VoiceLLM is designed to be used with any text generation system:

```python
from voicellm import VoiceManager
import requests

# Initialize voice manager
voice_manager = VoiceManager()

# Function to call text generation API
def generate_text(prompt):
response = requests.post("http://localhost:11434/api/chat", json={
"model": "granite3.3:2b",
"messages": [{"role": "user", "content": prompt}],
"stream": False
})
return response.json()["message"]["content"]

# Callback for speech recognition
def on_transcription(text):
if text.lower() == "stop":
return

print(f"User: {text}")

# Generate response
response = generate_text(text)
print(f"AI: {response}")

# Speak response
voice_manager.speak(response)

# Start listening
voice_manager.listen(on_transcription)
```

## Perspectives

This is a test project that I designed with examples to work with Ollama, but I will adapt the examples and voicellm to work with any LLM provider (anthropic, openai, etc).

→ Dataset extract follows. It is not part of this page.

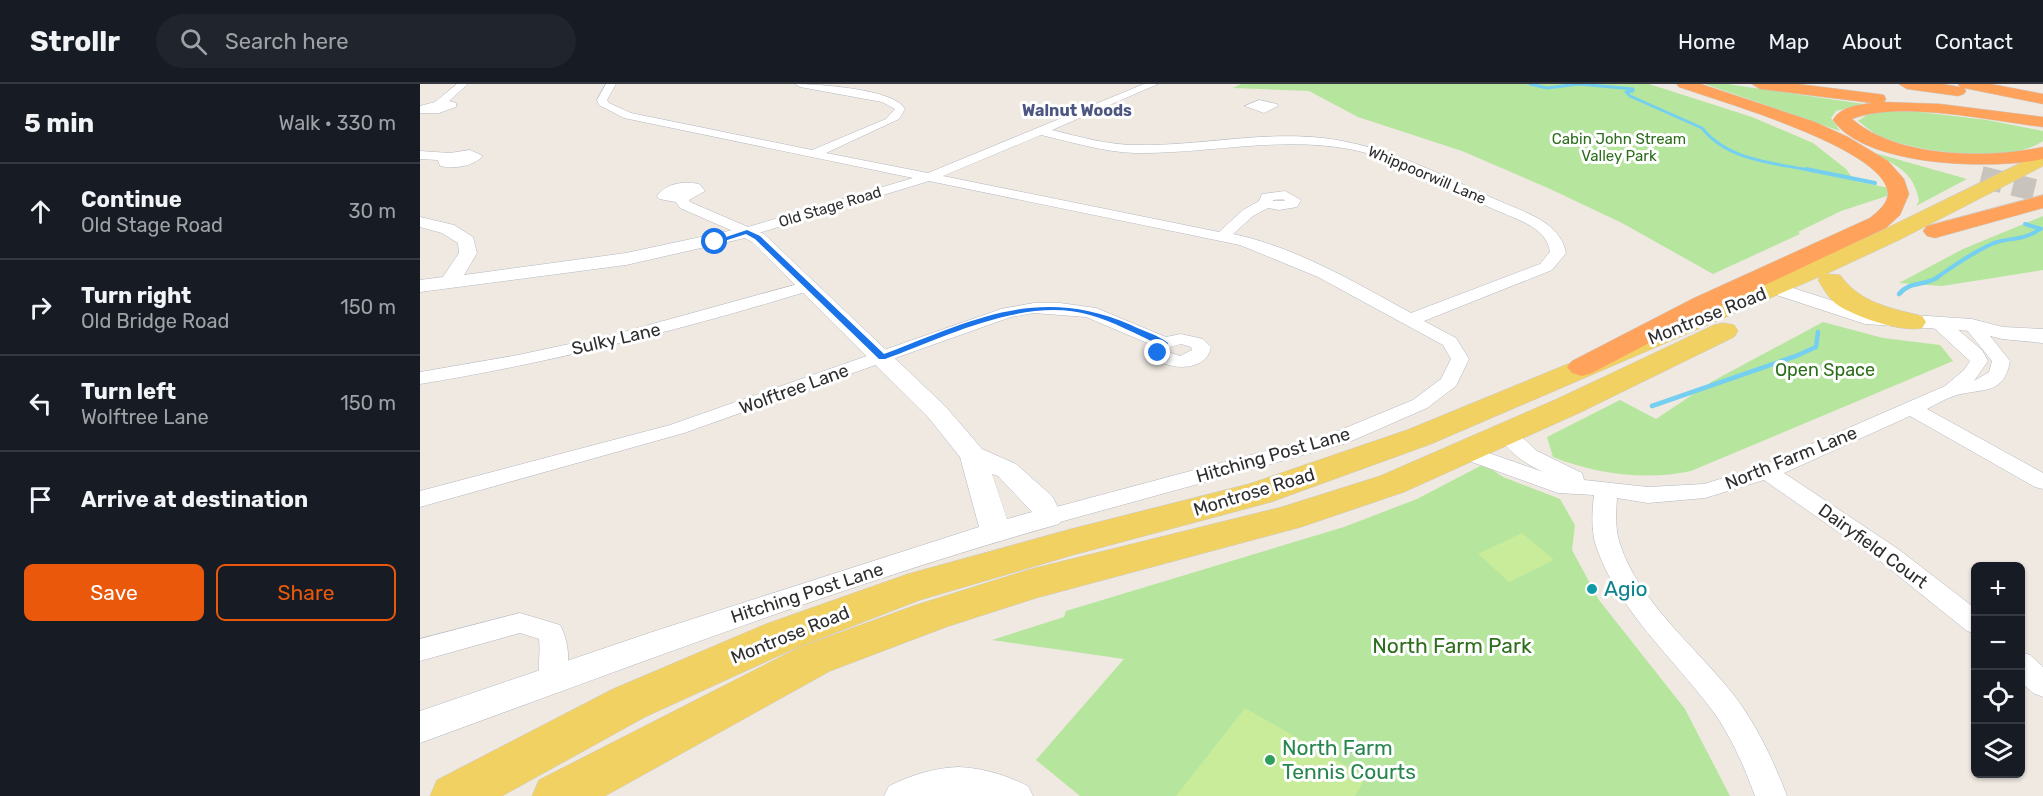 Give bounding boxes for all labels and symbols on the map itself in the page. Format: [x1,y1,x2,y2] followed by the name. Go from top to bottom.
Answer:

## License and Acknowledgments

VoiceLLM is licensed under the [MIT License](LICENSE).

This project depends on several open-source libraries and models, each with their own licenses. Please see [ACKNOWLEDGMENTS.md](ACKNOWLEDGMENTS.md) for a detailed list of dependencies and their respective licenses.

Some dependencies, particularly certain TTS models, may have non-commercial use restrictions. If you plan to use VoiceLLM in a commercial application, please ensure you are using models that permit commercial use or obtain appropriate licenses.